Bad ASN List - Data Source

Website	https://github.com/brianhama/bad-asn-list
Category	Threat Intelligence

The Bad ASN list catalogs Autonomous System Numbers (ASNs) associated with bulletproof hosting, botnets, persistent abuse, and other malicious infrastructure. These are networks where abusive activity is tolerated or even facilitated by the operator rather than being the result of individual compromised servers. We use this data on robtex.com and rtsak.com to flag ASNs with documented histories of hosting abuse.

Source:Bad ASN List

What is the Bad ASN List?

Every network on the internet is identified by an Autonomous System Number. An ASN represents a collection of IP address ranges under a single administrative entity, typically an ISP, hosting provider, enterprise, or content delivery network. Most ASNs represent legitimate operations, but some are operated specifically to support malicious activity.

The Bad ASN list identifies networks that fall into several categories:

Bulletproof hosting - Providers that explicitly ignore abuse complaints and allow customers to host malware, phishing, spam infrastructure, and other malicious content without risk of takedown
Botnet infrastructure - Networks where a disproportionate share of IP addresses participate in botnet activity, either as C2 servers or as compromised hosts
Persistent spam sources - ASNs responsible for sustained high-volume spam operations that resist cleanup despite repeated abuse reports
Malware distribution - Networks hosting exploit kits, malware download servers, and drive-by attack infrastructure
Abusive hosting - Providers with consistently poor abuse response, allowing their networks to be used for attacks, scanning, and other malicious operations

The distinction between a "bad ASN" and a large network that happens to have some abusive users is important. Major cloud providers like AWS or Hetzner have abuse on their networks, but they actively respond to reports and take down malicious customers. A "bad ASN" represents a network where the operator is complicit in or indifferent to the abuse occurring on their infrastructure.

The list is compiled from observations by security researchers, abuse report response tracking, and analysis of malicious traffic patterns across the internet.

How We Use This Data

On AS lookup pages on robtex.com and rtsak.com, we check whether the queried ASN appears on the Bad ASN list. If it does, we display an indicator with the classification. This context helps network engineers and security analysts understand the reputation of networks they encounter in their logs and investigations.

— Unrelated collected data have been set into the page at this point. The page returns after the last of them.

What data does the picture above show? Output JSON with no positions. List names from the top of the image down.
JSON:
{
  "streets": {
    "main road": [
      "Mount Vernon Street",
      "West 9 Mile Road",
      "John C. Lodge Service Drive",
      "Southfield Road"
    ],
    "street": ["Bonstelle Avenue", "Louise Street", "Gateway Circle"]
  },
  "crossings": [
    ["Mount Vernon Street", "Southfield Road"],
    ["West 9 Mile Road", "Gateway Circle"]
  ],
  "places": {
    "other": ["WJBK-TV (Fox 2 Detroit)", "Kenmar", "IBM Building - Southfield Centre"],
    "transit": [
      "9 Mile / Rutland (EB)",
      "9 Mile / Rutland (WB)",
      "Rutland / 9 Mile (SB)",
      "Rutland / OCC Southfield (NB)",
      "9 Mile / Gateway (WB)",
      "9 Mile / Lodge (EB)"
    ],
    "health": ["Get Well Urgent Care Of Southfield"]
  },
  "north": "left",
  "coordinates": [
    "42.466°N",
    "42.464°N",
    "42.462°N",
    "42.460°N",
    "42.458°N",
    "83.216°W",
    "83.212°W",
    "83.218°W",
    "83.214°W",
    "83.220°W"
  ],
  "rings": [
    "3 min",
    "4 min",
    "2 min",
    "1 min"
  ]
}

When investigating suspicious traffic, knowing that the source ASN is classified as bulletproof hosting or a known botnet host provides immediate context. It shifts the assessment from "this IP is suspicious" to "this IP comes from a network known for supporting malicious operations."

The data also complements IP-level reputation signals. An IP with moderate abuse reports that belongs to a Bad ASN carries more weight than the same reports from an IP on a reputable network, because the network context suggests the abuse is intentional rather than incidental.

FAQ

Does an IP belonging to a Bad ASN automatically mean it is malicious?

Not necessarily. Even networks with poor reputations may host some legitimate services. However, the probability that traffic from a Bad ASN is malicious is significantly higher than average. Network defenders often use ASN reputation as a risk factor in scoring systems rather than as a binary block/allow decision.

How are Bad ASNs different from ASNs that just have a lot of abuse reports?

The key distinction is operator behavior. A large hosting provider may accumulate many abuse reports due to scale but actively investigates and terminates abusive customers. A Bad ASN is one where the operator ignores or facilitates abuse. The classification considers not just the volume of malicious activity but whether the network operator takes action when notified.

Can a Bad ASN improve its reputation?

In theory, yes. If a network changes ownership or management and begins actively responding to abuse reports and removing malicious customers, its reputation can improve over time. In practice, this is rare because the business model of bulletproof hosting depends on not responding to abuse complaints. Networks that reform typically rebrand under a new ASN rather than rehabilitating the old one.